Tampoco le gustaba nada al cardenal que los obispos estuviesen
empezando a ganarle la partida al Papa, quizá porque veía con
claridad lo que había detrás de aquello.
No era el único, pues el jefe de
Crescenzio, o sea el Papa, también estaba cabreado. Al pontífice lo
que le jodía era la cuidadosa selección de embajadores y teólogos
que habían hecho los burócratas del Imperio a la hora de hacer la
lista de enviados a Trento; pues consideraba que se había fomentado
la presencia de los más comprensivos con el mundo protestante. La
verdad es que la mayoría de estos canonistas comenzó a mostrar en
los debates una posición que bien podría definirse de rabiosamente
antipapal. El Papa, pues, consideraba que las gentes de Trento se
estaban desplegando en una descarada parcialidad; pero no el tipo de
descarada parcialidad que solía ocurrir, esto es, la que le daba la
razón a él. Y eso nunca le ha gustado ni le gustará a un Papa, así
sea tradicionalista, fascista, peronista o bolivariano. Los papas no
quieren diálogo, sino obediencia.
En estas circunstancias, regresaron las
maniobras, puesto que Crescenzio, de acuerdo con su jefe, decidió
intentar culminar las gestiones de Trento lo antes posible, mientras
comenzaba a interpretar sus prerrogativas de una forma cada vez más
exigente. Su primer y principal objetivo era prohibir la presencia en
las asambleas de los teólogos protestantes. Además, anunció ante
los padres conciliares que la asamblea debía terminar en julio de
1552 por el artículo 33. Como consecuencia de este objetivo tan
apresurado (y aquí está la madre del cordero), a partir de la
sesión siguiente dejarían de discutirse las reformas de la Iglesia,
para realizar una mera discusión dogmática. Contaba Roma para sacar
adelante esta visión el hecho de Carlos no parecía tener mucho
tiempo para dedicarle al concilio. Estaba en una situación compleja
entre los franceses, los turcos y los protestantes y, en lo
concernientes al Papa, estaba presionado por el miedo permanente a
que se aliase con París.
En la congregación general celebrada
el 5 de noviembre, Crescenzio propuso que el concilio se centrase en
una serie de artículos que había propuesto un grupo de teólogos.
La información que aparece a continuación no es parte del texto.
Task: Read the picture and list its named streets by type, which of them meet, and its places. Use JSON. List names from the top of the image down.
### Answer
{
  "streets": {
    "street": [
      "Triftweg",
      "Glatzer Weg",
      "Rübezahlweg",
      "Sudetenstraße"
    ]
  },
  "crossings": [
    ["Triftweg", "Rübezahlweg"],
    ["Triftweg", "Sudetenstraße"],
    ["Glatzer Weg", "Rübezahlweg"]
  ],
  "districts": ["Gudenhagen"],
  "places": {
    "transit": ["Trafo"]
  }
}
Este grupo de teólogos estaban todos bajo la influencia de dos
jesuitas, que estaban en el concilio en su condición de enviados del
Papa y que, entre otras cosas, tenían prelación en el uso de la
palabra. El presidente anunció que, además, los obispos presentes
sólo tendrían derecho a decir qué artículos les parecían bien y
cuáles mal; pero no podrían intervenir para desplegar sus
argumentos. Sin embargo los obispos españoles, dirigidos en esto por
Pedro Guerrero, titular de Granada, arrastraron a la mayoría de los
presentes en favor de la opinión de que los obispos debían tener no
sólo derecho a hablar, sino a ser los redactores finales de las
decretales acordadas.
Esta votación colmó el vaso del
orgullo de Creszencio, quien se dejó llevar por un estallido de
cólera. ¿La otra mejilla? Unos cojones. De hecho, la humillación
de que creía haber sido objeto lo convirtió, en su calidad de
presidente de las sesiones, en un Transformer papal, un hijo de la
gran vaca constantemente amenazando con convertir las sesiones en un
combate de pressing catch. Tan pronto interrumpía a aquel obispo
diciéndole que no tenía ni puta idea de lo que estaba hablando, que
se levantaba como un poseso ante las palabras de otro apelándolo de
hereje. Fue tan descarado y tan despreciativo su tratamiento que los
embajadores imperiales y los obispos españoles empezaron a sentirse
incómodos.
Poco a poco, Crescenzio descubrió sus
cartas, al invitar a los prelados más hostiles a abandonar Trento.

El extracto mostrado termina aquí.